We need to get over the Wright drama. Obama did not say those words. His very DNA indicates that he could not share Wright's view. Enough is enough; let us look at the issues facing this nation and the world. Wright's issue is minor to the price of gas and the lies the politicians will tell folks to get elected. Here we have a serious candidate for president who tells us the truth and will bring our troops home and we are jeopardizing this because of some crazy stuff his pastor said.
This comment goes right to the heart of the argument, and says a lot of things. First, note that the commenter really wants us to get off of this issue. He knows it's hurting Obama. Next, "his very DNA...the lies the politicians will tell folks to get elected," comment appears to be saying that it's just not believable that Obama believes what Wright has been saying. That may be true, but I think he does believe it to some extent, otherwise -- and here's the problem everyone is wrestling with -- why else would he have sat through sermons for 20 years without speaking up about their content? Remember, this is not just Joe Lunchbucket. This guy wants to be POTUS. He should be an absolute patriot. How many of us would have not just sat still for this kind of craziness, but continued to attend services for 20 years and asked this man to marry me and baptize my kids?? It does not compute. In short, how do you know he "tells us the truth"? How do you really know that? More importantly, how can you or he convince undecided voters of that, given all this controversy?

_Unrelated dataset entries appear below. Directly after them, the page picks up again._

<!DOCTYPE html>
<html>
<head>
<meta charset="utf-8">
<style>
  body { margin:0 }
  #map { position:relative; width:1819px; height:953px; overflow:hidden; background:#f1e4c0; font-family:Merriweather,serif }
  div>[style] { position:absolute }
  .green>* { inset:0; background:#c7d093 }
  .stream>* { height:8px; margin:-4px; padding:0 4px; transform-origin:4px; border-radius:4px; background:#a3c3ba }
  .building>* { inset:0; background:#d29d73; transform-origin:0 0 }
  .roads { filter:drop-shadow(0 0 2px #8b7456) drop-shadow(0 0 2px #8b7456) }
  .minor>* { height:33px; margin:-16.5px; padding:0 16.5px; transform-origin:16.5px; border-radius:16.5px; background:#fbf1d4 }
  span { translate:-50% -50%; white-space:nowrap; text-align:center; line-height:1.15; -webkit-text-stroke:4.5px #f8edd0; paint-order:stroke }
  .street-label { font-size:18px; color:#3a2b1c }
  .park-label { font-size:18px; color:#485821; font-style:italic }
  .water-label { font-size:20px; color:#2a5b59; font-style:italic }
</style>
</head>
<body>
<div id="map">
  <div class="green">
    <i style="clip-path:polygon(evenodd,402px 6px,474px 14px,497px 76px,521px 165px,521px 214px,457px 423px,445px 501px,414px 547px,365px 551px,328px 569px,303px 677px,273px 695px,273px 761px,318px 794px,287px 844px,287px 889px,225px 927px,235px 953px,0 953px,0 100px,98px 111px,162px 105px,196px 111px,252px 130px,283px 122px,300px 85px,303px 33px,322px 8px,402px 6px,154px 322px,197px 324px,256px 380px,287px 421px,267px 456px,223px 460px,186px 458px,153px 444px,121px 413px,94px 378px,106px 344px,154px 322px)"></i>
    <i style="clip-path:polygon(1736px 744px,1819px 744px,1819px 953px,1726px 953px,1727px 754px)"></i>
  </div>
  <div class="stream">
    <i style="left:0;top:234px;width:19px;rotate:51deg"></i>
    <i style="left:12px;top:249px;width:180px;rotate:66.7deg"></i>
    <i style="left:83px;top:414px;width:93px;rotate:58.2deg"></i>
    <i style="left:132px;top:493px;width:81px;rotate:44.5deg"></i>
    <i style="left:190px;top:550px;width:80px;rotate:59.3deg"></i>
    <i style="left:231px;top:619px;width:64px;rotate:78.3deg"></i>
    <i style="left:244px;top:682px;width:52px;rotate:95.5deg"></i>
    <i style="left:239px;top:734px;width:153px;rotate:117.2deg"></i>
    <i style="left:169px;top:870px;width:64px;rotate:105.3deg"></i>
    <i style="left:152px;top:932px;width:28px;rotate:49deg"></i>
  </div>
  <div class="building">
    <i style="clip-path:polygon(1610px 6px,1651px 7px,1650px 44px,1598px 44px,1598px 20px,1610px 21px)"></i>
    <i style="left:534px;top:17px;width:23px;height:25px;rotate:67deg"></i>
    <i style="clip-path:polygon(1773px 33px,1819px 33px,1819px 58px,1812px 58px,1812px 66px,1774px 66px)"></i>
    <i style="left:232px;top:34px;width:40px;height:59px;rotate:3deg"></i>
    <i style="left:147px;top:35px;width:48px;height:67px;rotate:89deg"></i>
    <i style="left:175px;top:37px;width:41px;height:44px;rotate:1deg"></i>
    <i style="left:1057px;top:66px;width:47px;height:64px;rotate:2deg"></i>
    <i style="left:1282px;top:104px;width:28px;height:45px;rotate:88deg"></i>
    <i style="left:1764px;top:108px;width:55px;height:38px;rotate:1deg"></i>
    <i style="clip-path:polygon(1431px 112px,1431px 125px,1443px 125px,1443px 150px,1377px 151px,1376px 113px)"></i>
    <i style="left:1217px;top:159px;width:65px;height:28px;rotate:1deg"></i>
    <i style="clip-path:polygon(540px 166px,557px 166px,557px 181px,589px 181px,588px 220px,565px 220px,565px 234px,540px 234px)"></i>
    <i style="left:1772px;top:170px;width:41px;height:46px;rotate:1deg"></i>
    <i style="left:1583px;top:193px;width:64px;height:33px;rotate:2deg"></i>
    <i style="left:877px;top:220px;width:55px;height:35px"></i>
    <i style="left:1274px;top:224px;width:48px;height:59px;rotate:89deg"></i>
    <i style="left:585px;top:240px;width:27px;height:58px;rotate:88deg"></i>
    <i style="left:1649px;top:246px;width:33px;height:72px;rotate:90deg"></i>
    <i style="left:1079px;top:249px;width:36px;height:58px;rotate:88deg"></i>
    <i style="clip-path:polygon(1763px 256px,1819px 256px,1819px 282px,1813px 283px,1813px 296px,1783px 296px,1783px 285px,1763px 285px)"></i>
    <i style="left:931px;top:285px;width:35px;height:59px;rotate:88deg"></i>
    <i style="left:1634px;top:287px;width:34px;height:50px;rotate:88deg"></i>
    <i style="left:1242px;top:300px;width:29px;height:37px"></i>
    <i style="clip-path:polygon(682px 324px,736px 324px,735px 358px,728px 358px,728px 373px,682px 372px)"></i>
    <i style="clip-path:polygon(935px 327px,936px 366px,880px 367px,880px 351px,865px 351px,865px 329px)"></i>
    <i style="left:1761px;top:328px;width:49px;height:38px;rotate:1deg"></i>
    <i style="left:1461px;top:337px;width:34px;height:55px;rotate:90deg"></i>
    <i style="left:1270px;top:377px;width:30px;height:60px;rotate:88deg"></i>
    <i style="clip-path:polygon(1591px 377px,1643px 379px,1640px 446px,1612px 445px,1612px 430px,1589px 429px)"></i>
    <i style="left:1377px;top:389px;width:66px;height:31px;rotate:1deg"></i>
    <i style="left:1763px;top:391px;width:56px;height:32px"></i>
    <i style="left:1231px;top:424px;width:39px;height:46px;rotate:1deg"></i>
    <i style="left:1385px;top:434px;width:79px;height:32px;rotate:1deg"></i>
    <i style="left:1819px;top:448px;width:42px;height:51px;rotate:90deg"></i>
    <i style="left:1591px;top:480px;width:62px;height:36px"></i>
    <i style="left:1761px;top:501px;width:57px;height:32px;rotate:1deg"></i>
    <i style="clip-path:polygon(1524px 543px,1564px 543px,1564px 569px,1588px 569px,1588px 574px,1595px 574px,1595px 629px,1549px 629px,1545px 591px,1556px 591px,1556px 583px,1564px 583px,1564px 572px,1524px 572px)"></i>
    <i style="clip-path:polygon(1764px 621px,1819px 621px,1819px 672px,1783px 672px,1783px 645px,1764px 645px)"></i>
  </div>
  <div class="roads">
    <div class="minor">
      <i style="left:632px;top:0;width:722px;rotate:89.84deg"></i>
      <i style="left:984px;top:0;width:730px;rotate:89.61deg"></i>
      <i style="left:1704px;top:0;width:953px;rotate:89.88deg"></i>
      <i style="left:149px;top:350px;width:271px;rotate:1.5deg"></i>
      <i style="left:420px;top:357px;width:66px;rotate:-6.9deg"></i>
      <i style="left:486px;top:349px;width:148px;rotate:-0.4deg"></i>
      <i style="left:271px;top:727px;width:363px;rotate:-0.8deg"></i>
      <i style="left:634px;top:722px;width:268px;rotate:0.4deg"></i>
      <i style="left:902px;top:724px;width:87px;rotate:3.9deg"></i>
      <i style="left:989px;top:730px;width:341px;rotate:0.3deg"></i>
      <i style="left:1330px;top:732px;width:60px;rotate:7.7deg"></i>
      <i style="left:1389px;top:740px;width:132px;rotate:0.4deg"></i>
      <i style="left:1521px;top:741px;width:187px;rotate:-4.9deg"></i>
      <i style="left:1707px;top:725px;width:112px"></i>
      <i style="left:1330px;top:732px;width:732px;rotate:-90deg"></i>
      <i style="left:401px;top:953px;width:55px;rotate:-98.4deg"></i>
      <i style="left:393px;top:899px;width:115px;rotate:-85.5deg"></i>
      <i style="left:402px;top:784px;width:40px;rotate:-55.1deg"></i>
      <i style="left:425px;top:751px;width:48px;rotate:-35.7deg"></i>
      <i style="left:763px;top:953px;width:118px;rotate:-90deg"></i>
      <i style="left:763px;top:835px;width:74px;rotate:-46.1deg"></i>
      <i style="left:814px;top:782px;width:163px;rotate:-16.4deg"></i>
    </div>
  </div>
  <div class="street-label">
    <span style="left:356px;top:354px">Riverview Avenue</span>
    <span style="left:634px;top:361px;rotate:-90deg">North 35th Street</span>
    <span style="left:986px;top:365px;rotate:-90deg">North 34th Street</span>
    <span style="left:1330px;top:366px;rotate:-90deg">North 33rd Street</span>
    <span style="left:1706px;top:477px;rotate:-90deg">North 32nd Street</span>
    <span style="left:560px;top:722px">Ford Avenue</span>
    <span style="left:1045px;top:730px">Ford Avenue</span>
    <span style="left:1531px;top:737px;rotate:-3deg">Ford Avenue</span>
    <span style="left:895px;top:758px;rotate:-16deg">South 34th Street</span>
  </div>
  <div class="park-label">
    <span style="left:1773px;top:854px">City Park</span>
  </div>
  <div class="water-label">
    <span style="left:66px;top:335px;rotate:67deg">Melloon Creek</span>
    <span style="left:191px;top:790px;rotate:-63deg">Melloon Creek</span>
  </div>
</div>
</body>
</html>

Almost as a side note, the commenter points out that Obama "will bring our troops home," as though that's what everyone wants. Again, it's a liberal audience there, so... But there's two problems there: First, I'm not convinced he would bring the troops home so quickly. I know he very boldly proclaims that he'd be bringing them home almost immediately upon taking office, but I really don't think he'd wind up being that reckless. And second, the claim that he'd bring them home that fast scores no points at all with me or most conservatives. We want the troops home when the job is done, and the job is getting done but is not complete yet. Pulling them out prematurely would be devastating for this country's future.
I no longer believe Barack Obama is electable to the presidency, and that's saying a lot, considering how high he was flying just a month or two ago. He looked unbeatable. Now he looks like the Empty Suit he is.